Roasting is one part art, one part science and several parts judgment. Too much heat and the beans are roasted too dark and too much caffeol is burnt; not enough and the caffeol is not precipitated. In industrial quantities, the process is carefully controlled, but in smaller quantities, it is down to individual judgment.
Tipping: not just a city in China
If the heat is generated in the bean too quickly, the coffee roasts too quickly and the beans’ full potential does not develop resulting in an ashy, bitter cup. If the bean roasts too slowly, the inside of the bean will remain green while the outside chars, resulting in ‘tipping’. Tipping can also occur in drum roasters when the beans come into prolonged direct contact with the interior of the drum, resulting in burn spots.

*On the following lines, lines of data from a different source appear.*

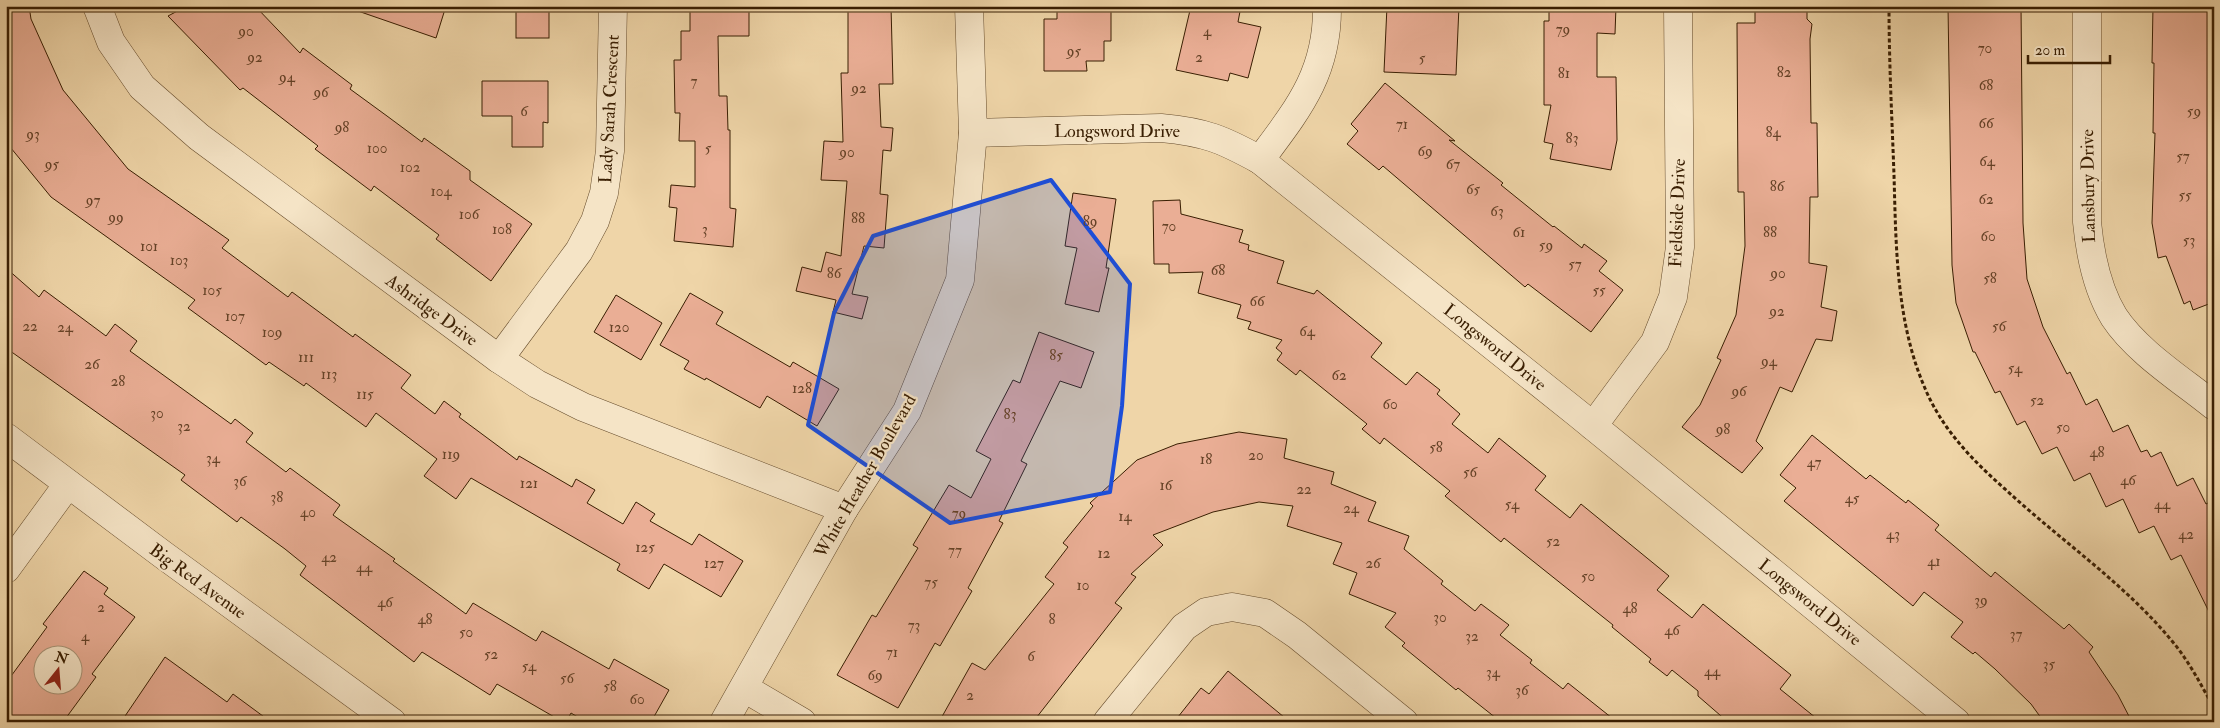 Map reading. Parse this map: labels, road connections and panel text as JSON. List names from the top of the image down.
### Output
{
  "streets": {
    "street": [
      "Lady Sarah Crescent",
      "Longsword Drive",
      "Lansbury Drive",
      "Fieldside Drive",
      "Ashridge Drive",
      "White Heather Boulevard",
      "Big Red Avenue"
    ]
  },
  "crossings": [
    ["Lady Sarah Crescent", "Ashridge Drive"],
    ["Longsword Drive", "Fieldside Drive"],
    ["Longsword Drive", "White Heather Boulevard"],
    ["Ashridge Drive", "White Heather Boulevard"]
  ],
  "house_numbers": [
    "79",
    "90",
    "4",
    "70",
    "95",
    "92",
    "2",
    "5",
    "82",
    "81",
    "94",
    "7",
    "68",
    "92",
    "96",
    "6",
    "59",
    "66",
    "71",
    "98",
    "84",
    "93",
    "83",
    "100",
    "5",
    "69",
    "90",
    "57",
    "64",
    "95",
    "67",
    "102",
    "86",
    "65",
    "104",
    "55",
    "62",
    "97",
    "63",
    "106",
    "99",
    "88",
    "89",
    "70",
    "108",
    "3",
    "61",
    "88",
    "60",
    "53",
    "59",
    "101",
    "103",
    "57",
    "68",
    "86",
    "90",
    "58",
    "105",
    "55",
    "66",
    "92",
    "107",
    "22",
    "56",
    "24",
    "120",
    "64",
    "109",
    "85",
    "111",
    "94",
    "26",
    "54",
    "113",
    "62",
    "28",
    "128",
    "96",
    "115",
    "52",
    "60",
    "30",
    "83",
    "32",
    "50",
    "98",
    "58",
    "48",
    "119",
    "20",
    "34",
    "18",
    "47",
    "56",
    "46",
    "36",
    "121",
    "16",
    "22",
    "38",
    "45",
    "54",
    "44",
    "24",
    "40",
    "79",
    "14",
    "43",
    "42",
    "52",
    "125",
    "77",
    "12",
    "42",
    "41",
    "127",
    "26",
    "44",
    "50",
    "75",
    "10",
    "39",
    "46",
    "2",
    "48",
    "30",
    "48",
    "8",
    "73",
    "46",
    "50",
    "37",
    "4",
    "32",
    "71",
    "52",
    "6",
    "35",
    "54",
    "44",
    "34",
    "69",
    "56",
    "58",
    "36",
    "2",
    "60"
  ],
  "scale_bar": "20 m",
  "north": "top"
}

Size and density matter when roasting. Certain varieties create large beans, such as Pacamara and Maragogipe, which are also less dense. Because of this, both are very easy to burn or scorch while roasting. Heat is slow to get to the center of the bean while the outside chars easily. These beans must be roasted a little slower allowing heat to reach the center without burning the exterior. Denser beans generally stand up to the roast. Peaberry coffee beans will roast faster due to their small round size. Listening carefully to the “first crack” and monitoring carefully will aid in the roast process.
Cupping: why by weight?
To prepare the coffee for a cupping session, set the grinder to ‘drip’. (12.5 grams of “finely” ground coffee per 150 ml) Sniffing each cup in turn, you evaluate the aromatics. Add fresh filter water just below boiling and sniff again. After four minutes, you get your nose right into the coffee ground crisp before breaking and with one deep thrust, submerge the silver plated cupping spoon and stir three times just on the surface as you deeply inhale. Is the coffee clean and sweet? Then evaluate its other attributes.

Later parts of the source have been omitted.